Work item
Omit every picture. Return all other data as it stands.

[Saved entries]
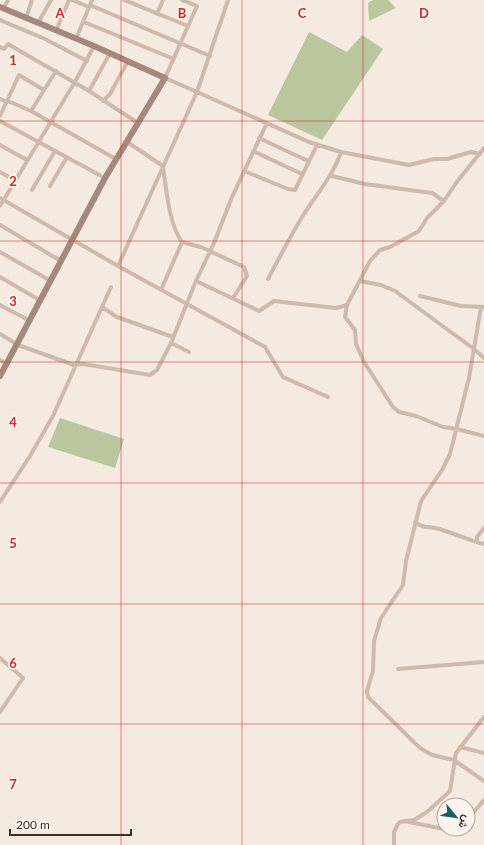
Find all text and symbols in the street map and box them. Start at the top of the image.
text: A [54,5,65,21]
text: B [178,5,187,21]
text: C [298,5,307,21]
text: D [419,5,429,21]
text: 1 [9,52,17,68]
text: 2 [9,173,17,189]
text: 3 [9,293,17,309]
text: 4 [9,414,17,430]
text: 5 [9,535,17,551]
text: 6 [9,655,17,671]
text: 7 [9,776,17,792]
north arrow [436,797,476,837]
scale bar [10,811,131,837]
text: ش [455,813,474,831]
text: 200 m [16,817,50,832]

Solution to the exercise
Find all text and symbols in the street map and box them. Start at the top of the image.
text: A [54,5,65,21]
text: B [178,5,187,21]
text: C [298,5,307,21]
text: D [419,5,429,21]
text: 1 [9,52,17,68]
text: 2 [9,173,17,189]
text: 3 [9,293,17,309]
text: 4 [9,414,17,430]
text: 5 [9,535,17,551]
text: 6 [9,655,17,671]
text: 7 [9,776,17,792]
north arrow [436,797,476,837]
scale bar [10,811,131,837]
text: ش [455,813,474,831]
text: 200 m [16,817,50,832]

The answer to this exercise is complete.